Hochverehrte Freundin, es hat mich betrübt, daß mein ausführlicher Reiseplan in betreff des Splügen zu spät nach Florenz gelangt ist, wahrscheinlich nur um einen Tag zu spät. Ich glaubte nicht, daß Sie so schnell von dort aufbrechen würden. (Diese Tinte ist schrecklich,[1134] und ich habe sie mir eigens kommen lassen! Aber man hat sie gefälscht, alle Lebensmittel sind in der ganzen Welt unecht, und Tinte ist doch für uns ein Lebensmittel!)

So! Jetzt geht es besser. –

Ich bedaure sehr, daß das Reisen Ihnen so schlecht bekommen ist; in der Tat, das muß aufhören, und die vielen, welche Sie lieben, müssen sich ein bißchen bemühen und über die Alpen steigen.

Aeschi, glaube ich, wird Ihnen entsprechen: es ist dem Klima nach ähnlich wie Sorrent, natürlich etwas alpiner; aber eine ähnliche Mischung von guter Berg-, Wald- und Seeluft. Für meine Bedürfnisse ist es, so lange die ganze heiße Zeit währt, freilich viel zu niedrig; ich kann also erst später hinkommen. Das Hochgebirge hat immer einen wohltätigen Einfluß auf mich gehabt. Zwar liege ich hier auch krank zu Bett wie in Sorrent und schleppe mich tagelang unter Schmerzen herum, aber je dünner die Luft, um so leichter trage ich es. Jetzt habe ich eine Kur mit St. Moritzer Wasser begonnen, die mich mehrere Wochen beschäftigen wird. Es wurde mir sehr empfohlen, nach Ragazer Kur in die Höhe zu gehn und dies Wasser zu trinken: als Mittel gegen eingewurzelte Neurosen gerade in dieser Kombination mit Ragaz. Bis zum Herbst habe ich nun noch die schöne Aufgabe, mir ein Weib zu gewinnen. Die Götter mögen mir Munterkeit zu dieser Aufgabe geben! Ich hatte wieder ein ganzes Jahr zum Überlegen und habe es unbenutzt verstreichen lassen. Im Oktober bin ich entschlossen wieder nach Basel zu gehn und meine alte Tätigkeit aufzunehmen. Ich halte es nicht aus ohne das Gefühl, nützlich zu sein; und die Baseler sind die einzigen Menschen, welche es mich merken lassen, daß ich es bin.
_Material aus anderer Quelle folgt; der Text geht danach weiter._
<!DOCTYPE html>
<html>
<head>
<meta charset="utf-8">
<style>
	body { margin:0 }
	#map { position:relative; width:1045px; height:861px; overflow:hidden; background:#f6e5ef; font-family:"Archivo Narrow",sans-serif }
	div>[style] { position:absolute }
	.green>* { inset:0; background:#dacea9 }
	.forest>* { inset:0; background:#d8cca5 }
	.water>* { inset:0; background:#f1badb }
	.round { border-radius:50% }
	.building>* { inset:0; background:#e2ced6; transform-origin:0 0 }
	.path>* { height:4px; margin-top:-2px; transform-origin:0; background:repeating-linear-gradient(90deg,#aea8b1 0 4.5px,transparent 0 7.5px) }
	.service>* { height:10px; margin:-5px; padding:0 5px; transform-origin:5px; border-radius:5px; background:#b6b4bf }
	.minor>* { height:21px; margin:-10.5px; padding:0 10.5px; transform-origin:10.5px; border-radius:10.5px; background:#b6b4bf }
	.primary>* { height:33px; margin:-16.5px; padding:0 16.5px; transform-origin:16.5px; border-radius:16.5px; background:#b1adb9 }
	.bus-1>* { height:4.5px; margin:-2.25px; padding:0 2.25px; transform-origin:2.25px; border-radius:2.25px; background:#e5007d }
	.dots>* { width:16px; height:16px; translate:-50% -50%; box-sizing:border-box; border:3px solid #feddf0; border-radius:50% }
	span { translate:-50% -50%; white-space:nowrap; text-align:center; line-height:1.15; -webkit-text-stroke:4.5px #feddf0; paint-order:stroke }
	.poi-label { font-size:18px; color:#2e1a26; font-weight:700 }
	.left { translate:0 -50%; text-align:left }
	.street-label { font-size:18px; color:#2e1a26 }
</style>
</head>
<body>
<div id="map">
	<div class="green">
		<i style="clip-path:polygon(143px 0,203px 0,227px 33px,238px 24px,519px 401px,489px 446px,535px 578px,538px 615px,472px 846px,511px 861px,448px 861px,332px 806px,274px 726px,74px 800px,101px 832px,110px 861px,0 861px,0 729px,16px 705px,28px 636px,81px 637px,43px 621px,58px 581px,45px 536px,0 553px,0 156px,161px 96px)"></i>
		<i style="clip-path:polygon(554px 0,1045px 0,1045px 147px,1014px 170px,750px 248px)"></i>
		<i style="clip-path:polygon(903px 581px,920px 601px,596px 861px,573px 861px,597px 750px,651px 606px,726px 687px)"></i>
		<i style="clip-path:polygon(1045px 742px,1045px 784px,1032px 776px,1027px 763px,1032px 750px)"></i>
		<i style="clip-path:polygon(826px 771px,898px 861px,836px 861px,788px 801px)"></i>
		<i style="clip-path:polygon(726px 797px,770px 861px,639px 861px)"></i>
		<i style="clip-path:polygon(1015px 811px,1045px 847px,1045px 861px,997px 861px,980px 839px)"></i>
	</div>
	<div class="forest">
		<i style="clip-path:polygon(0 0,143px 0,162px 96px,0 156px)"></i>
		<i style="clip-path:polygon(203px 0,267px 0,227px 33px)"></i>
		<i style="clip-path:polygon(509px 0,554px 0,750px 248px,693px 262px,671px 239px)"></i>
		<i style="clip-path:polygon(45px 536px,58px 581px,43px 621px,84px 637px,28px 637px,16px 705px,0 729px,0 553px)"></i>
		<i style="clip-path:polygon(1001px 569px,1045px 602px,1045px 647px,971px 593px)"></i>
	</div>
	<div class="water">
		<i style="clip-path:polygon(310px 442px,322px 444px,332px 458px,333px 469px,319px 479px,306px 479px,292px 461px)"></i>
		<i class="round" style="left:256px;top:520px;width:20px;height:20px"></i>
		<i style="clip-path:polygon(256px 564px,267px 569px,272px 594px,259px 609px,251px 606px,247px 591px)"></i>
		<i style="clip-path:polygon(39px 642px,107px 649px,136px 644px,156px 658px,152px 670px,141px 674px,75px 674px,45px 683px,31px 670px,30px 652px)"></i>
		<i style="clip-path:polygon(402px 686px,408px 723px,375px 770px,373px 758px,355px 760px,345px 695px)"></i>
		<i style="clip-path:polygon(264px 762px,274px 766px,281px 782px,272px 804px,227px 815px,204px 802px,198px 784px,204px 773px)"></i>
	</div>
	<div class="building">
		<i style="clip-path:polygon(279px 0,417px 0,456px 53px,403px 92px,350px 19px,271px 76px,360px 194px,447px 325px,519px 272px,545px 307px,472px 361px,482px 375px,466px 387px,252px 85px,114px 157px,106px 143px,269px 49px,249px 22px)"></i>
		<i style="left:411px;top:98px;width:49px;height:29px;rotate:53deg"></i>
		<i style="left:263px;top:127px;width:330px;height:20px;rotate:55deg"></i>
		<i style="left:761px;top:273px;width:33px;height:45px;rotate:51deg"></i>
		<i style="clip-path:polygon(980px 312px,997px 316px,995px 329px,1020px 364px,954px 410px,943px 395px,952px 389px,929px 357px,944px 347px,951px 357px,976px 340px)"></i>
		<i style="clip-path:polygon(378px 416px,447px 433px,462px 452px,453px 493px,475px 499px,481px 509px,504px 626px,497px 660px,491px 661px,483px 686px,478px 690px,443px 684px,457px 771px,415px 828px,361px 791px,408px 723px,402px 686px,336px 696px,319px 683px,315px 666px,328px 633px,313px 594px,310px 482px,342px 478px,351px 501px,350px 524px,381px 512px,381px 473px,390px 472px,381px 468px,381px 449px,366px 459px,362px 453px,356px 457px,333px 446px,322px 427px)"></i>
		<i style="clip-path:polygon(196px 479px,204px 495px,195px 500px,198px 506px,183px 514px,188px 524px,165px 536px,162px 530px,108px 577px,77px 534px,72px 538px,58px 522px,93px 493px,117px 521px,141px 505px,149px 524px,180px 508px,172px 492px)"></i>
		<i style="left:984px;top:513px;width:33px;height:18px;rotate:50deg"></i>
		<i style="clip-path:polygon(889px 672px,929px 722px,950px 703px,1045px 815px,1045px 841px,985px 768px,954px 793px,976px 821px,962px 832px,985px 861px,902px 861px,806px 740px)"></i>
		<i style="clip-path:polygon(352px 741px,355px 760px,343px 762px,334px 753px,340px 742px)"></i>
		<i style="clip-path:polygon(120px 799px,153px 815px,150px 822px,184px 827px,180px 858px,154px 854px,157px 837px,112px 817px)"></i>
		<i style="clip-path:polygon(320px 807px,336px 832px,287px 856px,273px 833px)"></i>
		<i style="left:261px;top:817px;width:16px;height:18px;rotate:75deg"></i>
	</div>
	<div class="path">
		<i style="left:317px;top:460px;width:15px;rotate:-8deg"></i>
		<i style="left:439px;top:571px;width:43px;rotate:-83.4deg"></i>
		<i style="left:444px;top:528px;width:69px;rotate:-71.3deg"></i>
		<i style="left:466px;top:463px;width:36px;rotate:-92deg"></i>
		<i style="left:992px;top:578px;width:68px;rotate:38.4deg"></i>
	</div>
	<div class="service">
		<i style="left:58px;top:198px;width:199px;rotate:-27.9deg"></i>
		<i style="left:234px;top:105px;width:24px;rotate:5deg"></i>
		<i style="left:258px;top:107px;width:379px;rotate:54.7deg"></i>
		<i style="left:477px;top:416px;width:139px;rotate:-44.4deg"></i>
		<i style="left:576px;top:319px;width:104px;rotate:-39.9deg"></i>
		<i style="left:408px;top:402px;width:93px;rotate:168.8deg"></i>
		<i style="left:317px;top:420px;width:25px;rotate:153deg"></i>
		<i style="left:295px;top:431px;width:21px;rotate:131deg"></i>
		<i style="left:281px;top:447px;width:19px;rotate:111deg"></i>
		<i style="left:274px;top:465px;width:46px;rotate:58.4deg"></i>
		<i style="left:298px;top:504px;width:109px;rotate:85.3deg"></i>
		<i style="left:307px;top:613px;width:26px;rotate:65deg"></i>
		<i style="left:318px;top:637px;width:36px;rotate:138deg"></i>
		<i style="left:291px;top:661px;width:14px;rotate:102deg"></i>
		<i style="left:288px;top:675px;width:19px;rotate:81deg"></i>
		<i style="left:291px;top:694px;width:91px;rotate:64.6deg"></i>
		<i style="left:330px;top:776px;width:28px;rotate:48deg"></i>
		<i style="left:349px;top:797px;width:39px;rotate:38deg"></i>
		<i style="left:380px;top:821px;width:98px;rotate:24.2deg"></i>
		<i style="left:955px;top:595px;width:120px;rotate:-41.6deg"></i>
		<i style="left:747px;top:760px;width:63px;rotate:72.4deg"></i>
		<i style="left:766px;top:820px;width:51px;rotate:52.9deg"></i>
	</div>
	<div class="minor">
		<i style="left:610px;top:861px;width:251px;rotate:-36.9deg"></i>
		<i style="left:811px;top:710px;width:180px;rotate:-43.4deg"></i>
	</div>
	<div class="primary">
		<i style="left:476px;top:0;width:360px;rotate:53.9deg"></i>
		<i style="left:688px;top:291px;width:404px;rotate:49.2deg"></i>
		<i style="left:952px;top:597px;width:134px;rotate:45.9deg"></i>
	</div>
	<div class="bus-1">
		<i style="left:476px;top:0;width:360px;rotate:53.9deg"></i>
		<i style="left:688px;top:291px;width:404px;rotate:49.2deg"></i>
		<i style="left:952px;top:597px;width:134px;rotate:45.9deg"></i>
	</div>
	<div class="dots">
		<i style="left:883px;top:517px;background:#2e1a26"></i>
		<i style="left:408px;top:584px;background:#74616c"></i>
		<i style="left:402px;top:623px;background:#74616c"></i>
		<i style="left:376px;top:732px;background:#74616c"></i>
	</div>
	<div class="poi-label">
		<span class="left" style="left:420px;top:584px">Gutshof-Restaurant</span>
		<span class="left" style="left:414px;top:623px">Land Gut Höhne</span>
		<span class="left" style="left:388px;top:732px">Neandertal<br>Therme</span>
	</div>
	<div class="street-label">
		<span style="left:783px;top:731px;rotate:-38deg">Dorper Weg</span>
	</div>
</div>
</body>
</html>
Meine sehr problematische Nachdenkerei und Schriftstellerei hat mich bis jetzt immer krank gemacht; solange ich wirklich Gelehrter war, war ich auch gesund; aber da kam die nervenzerrüttende Musik und die metaphysische Philosophie und die Sorge um tausend Dinge, die mich nichts angehen. Also ich will wieder Lehrer sein; halte ich's nicht aus, so will ich im Handwerk zugrunde gehn. Ich erzählte Ihnen, wie Plato diese Dinge auffaßt. – Meine besten Wünsche und Grüße für die unermüdlichen Bayreuther (ich bewundere alle Tage dreimal ihre Tapferkeit). Bitte beruhigen Sie mich über das Londoner Gesamtergebnis, man erzählte mir etwas sehr Schlimmes.[1135] Wie gern unterhielte ich mich mit Frau Wagner, es ist immer einer meiner größten Genüsse, und seit Jahren bin ich ganz darum gekommen! –

Ihre mütterliche Güte gibt Ihnen das traurige Vorrecht, auch Jammer-Briefe zu bekommen!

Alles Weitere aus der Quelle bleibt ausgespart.